We hear a lot about illegal downloads, pirating, torrents in the media and online but how much do you really know about this subject and maybe more importantly, how big the problem really is? Well, here at Dotegy, we used some of our technology to put together a little case study, just to show you how wide and deep the rabbit hole goes.

We decided to just use the film industry in this example but illegal downloads (and sharing) spreads into software, games, books, music and television. FACT (The Federation Against Copyright Theft) estimates that

However, some of these statistics have been labelled as wildly inaccurate and scare mongering. It's easy to see why these numbers may be appealing but to use a concrete example, just because someone downloads a film, it does not mean that they would have purchased the film on DVD or have gone to the cinema to see it. That's not a defence of the illegal download and sharing, it's merely an important point to bear in mind. The honest truth is that the real number simply is not known but we can say it DOES hurt sales.

So back to our case study. Let's start by saying that it is incredibly easy to download and share files these days. It's difficult for me to qualify exactly how easy this is but in the days of dial-up, the amount of sharing was far less, the quality of what was being shared was far poorer and downloading might take hours or days due to the bandwidth of the time (dial-up, ADSL, etc). So, the time and effort involved in downloading and sharing wasn't necessarily worth the payoff, especially if at the end of the event, you were left with a fake (more on that later). These days, it's a quantum leap forward (never understood why quantum leap means huge when a quantum is very very small!). The speed of individuals internet connections has had a lot to do with this, so that now, you can download and share in minutes rather than hours or days. The number of versions or copies of what you're looking for are far greater, meaning even if the download is a fake, you simply try the next copy and probably most importantly but linked to all of this is that the number of people now doing it has risen and therein lies the largest question - why?

Whilst it's clear, the freedom of the internet is still hugely important to a lot of internet users and a lof of individuals see that the cost of copyright content is not fairly priced.
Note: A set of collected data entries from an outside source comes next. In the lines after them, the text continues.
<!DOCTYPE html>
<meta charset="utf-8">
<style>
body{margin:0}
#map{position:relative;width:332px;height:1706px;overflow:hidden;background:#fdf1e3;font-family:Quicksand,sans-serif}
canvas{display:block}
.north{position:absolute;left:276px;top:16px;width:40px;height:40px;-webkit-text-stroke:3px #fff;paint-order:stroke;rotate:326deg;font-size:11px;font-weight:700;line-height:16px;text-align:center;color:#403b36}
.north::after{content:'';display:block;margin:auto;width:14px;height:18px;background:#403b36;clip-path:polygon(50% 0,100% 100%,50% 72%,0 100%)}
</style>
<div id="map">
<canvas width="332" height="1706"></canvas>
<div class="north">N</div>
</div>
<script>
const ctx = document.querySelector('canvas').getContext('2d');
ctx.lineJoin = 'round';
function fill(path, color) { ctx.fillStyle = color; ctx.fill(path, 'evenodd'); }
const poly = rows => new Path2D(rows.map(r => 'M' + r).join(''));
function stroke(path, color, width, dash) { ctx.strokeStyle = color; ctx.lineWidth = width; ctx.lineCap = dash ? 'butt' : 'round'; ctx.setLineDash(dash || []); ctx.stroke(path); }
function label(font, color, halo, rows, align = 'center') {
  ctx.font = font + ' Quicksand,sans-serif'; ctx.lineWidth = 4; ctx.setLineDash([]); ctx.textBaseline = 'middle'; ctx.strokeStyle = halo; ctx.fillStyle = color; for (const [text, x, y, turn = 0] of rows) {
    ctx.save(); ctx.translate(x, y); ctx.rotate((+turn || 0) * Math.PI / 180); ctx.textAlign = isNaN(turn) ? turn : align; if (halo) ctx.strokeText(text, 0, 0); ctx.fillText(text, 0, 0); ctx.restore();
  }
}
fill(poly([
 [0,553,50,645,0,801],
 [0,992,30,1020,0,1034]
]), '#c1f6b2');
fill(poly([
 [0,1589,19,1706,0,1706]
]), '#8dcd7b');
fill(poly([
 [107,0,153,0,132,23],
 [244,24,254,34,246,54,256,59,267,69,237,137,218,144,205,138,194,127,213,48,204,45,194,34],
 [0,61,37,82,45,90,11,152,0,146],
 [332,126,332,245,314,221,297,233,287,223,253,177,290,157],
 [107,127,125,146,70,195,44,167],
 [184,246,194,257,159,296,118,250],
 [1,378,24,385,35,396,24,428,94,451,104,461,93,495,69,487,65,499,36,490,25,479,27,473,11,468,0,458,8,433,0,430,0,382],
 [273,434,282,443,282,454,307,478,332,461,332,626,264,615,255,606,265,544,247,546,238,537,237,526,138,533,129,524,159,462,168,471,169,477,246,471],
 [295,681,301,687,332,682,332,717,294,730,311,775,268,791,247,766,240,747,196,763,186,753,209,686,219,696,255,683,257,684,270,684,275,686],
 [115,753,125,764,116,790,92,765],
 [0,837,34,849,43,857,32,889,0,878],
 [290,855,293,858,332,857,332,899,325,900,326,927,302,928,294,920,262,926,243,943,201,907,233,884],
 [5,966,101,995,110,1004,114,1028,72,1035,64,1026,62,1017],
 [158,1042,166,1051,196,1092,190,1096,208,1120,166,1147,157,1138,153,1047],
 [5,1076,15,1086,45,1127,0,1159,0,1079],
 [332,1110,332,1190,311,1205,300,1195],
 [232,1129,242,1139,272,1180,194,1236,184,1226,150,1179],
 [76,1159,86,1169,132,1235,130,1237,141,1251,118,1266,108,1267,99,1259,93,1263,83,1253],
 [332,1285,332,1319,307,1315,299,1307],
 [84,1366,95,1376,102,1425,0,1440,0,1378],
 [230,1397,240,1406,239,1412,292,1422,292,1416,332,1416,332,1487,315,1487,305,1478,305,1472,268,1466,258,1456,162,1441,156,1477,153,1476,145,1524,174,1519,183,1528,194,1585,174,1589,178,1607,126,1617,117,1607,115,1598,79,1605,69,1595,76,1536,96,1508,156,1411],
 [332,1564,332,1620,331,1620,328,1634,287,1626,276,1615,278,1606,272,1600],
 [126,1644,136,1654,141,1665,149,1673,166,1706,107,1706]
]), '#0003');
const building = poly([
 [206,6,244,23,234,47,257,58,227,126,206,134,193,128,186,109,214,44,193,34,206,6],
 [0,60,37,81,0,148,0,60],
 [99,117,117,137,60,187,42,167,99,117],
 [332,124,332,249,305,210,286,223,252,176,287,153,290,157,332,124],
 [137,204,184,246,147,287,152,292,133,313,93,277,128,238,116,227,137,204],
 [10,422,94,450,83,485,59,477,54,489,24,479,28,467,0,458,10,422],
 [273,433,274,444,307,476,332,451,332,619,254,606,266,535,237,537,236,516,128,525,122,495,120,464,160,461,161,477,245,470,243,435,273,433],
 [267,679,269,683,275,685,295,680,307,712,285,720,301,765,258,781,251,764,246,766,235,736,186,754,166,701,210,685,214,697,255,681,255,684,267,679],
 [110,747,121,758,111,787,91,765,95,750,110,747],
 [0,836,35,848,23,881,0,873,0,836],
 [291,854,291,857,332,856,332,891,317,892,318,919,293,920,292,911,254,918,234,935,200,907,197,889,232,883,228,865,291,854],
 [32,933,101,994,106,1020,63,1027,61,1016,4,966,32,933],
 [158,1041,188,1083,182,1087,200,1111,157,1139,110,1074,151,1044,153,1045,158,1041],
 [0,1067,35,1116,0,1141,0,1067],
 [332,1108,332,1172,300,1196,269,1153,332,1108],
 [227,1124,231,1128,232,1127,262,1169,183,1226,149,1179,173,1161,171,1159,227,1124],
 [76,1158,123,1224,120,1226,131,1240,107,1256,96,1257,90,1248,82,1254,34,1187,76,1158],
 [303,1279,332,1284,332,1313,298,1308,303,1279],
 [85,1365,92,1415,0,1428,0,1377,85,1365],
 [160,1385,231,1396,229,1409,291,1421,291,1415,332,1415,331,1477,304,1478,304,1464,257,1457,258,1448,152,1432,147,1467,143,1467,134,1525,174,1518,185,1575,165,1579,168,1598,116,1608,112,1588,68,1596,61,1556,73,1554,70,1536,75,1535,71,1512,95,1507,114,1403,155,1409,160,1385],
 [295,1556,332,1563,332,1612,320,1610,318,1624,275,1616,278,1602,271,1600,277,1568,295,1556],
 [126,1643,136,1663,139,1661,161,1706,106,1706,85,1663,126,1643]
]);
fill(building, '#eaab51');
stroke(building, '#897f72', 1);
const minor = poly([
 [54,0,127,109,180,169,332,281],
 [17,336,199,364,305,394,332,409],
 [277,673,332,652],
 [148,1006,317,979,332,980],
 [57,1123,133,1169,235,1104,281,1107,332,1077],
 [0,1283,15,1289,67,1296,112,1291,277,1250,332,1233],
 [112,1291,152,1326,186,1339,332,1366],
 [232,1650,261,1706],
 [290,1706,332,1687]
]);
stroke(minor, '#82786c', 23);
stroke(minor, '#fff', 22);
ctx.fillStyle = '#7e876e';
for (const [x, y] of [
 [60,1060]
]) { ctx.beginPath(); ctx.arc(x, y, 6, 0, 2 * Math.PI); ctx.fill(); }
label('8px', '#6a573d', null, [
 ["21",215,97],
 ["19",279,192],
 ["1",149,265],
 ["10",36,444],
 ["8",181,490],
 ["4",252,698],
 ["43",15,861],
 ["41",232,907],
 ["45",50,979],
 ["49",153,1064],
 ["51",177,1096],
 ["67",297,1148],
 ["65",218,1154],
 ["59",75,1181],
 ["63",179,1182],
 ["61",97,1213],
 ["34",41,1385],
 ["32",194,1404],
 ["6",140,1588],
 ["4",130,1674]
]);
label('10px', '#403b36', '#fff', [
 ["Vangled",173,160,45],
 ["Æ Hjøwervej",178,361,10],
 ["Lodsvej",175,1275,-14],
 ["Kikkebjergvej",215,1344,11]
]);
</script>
This is a self-endorsement for the case to share or make available content for people to download - crusaders of the cause if you like. We're not just talking about these crusaders of the cause though, we're talking about the average Joe, who is looking for, downloading and then re-sharing that content OR uploading content they have themselves. So the why comes back to (a) it's easy (see above) but (b) they believe it's harmless and/or cannot get caught. This is the crucial part and is the difficult nut to crack. We will come back to this later as well. Let's crack on with the example.

So, let's type the 'The Brothers Grimsby' into Google and see what we get. Well the first 3 pages are all reviews, or related marketing material to the film. There are 2 DMCA delisted entries which might have been relating to illegal downloads but we don't know. So let's change the query somewhat and add the word download. That changes ALOT! The results are:

Our first few results are all NOT torrent downloading sites but specific websites intended to promote downloading and pretty much every one you visit will either include a link off to another site to actually do the work or people will have added comments providing their own links to other download locations. In the case of the Facebook page it's a massive advert for the way .xyz is one of the new gTLD extensions (the largest and not without controversy).

We're going to take a step back at this point. As interesting as this type of manual search is, what we're going to do is automate our life slightly and behave a bit more like the serial downloader (I wanted to say professional but that doesn't feel right!) If you type 'where to download torrents' into Google, the first result you find will be a link to this page:

..and that's pretty much all you need to get going. At this point I'm going to mention something very important to bear in mind. Torrents, torrent files, sharing, downloading...all of this is NOT illegal if it's not copyrighted content expressly forbidden to be distributed in this manner. Torrents and peer to peer file sharing networks were developed NOT for the express purpose of pirating and sharing copyrighted content...despite what tabloid hacks might tell you. Unfortunately like a lot of technology it's become synonymous with illegal activity.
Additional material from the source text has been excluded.